Article Index

Multi-legged bugs are the best

This spake the master programmer: "Though a program be but three lines long, someday it will have to be maintained." While you ponder this thought have a look at some MPI debugging examples in the second part of our MPI debugging column.

The Story So Far

In the last installment of MPI Monkey we started discussing the cold, hard reality of high performance computing: debugging in parallel. Like Weird Uncle Joe, no one wants to talk about it (every family has a Weird Uncle Joe). All the same kinds of nasty bugs that can happen in serial applications can also happen in parallel environments - magnified many times because they can happen in any process in a parallel job. Even worse, bugs can be the result of complex interaction between processes and possibly occur in separate processes simultaneously. Simply put: parallel bugs typically span multiple processes. The analysis of a single core file or subroutine may not yield the root causes behind a bug.

But to repeat myself from last month: fear not. For every bug, there is a reason. For every reason, there is a bug fix. Using the right tools, you can spin a web to catch bugs.

Last month we briefly discussed four parallel debugging techniques:

  • printf-style output debugging
  • launching serial debuggers in parallel
  • attaching serial debuggers to individual parallel processes
  • using parallel debuggers

The last one - parallel debuggers - extend the traditional serial debugger concept by encompassing all the processes in a parallel job under a single debugging session.

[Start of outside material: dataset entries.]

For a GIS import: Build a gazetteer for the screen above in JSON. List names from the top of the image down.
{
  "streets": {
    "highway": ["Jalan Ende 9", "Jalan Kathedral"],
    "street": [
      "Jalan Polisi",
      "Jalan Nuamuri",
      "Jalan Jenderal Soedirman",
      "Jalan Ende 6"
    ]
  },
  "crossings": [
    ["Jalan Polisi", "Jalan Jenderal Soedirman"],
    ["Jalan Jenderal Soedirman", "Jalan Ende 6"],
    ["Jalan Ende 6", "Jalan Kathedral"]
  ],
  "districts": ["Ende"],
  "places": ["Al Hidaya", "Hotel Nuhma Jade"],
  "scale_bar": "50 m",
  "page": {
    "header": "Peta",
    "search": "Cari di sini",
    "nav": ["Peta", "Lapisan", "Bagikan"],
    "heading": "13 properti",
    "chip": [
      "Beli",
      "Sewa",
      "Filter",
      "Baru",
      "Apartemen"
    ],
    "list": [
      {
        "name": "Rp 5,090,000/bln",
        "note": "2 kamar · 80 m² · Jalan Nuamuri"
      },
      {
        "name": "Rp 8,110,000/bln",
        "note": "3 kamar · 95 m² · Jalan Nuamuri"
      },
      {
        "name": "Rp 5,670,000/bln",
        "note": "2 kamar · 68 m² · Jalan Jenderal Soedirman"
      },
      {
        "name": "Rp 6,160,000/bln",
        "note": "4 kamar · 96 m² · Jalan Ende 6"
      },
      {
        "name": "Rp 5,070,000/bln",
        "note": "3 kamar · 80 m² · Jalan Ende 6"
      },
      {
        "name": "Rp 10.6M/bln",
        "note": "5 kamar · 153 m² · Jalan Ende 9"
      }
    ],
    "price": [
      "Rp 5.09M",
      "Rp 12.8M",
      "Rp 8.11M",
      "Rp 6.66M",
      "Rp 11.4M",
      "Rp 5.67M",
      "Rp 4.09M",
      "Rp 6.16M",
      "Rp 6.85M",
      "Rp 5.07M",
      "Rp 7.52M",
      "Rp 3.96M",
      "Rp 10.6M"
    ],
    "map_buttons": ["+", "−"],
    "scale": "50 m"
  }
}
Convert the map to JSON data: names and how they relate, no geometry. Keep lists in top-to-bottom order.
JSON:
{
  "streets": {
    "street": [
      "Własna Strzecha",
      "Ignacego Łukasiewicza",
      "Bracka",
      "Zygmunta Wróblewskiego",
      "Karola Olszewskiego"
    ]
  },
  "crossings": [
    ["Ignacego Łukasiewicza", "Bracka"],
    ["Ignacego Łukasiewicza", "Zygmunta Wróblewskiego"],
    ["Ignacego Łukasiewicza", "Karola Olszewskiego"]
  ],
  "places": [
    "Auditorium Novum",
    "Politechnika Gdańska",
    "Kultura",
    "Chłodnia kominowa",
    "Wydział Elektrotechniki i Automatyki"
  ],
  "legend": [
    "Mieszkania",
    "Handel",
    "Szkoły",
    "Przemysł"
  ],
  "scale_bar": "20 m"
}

A variety of commercial parallel debuggers are available. This column is not an advertisement, so I won't be displaying screen shots or reviewing the functionality of these products - you can visit their web sites and see the material for yourself. But suffice it to say: I strongly recommend the use of a parallel debugger (See the Resources Sidebar).

That being said, most of us don't have access to parallel debuggers, so this month we'll concentrate more on the common-man approach to parallel debugging.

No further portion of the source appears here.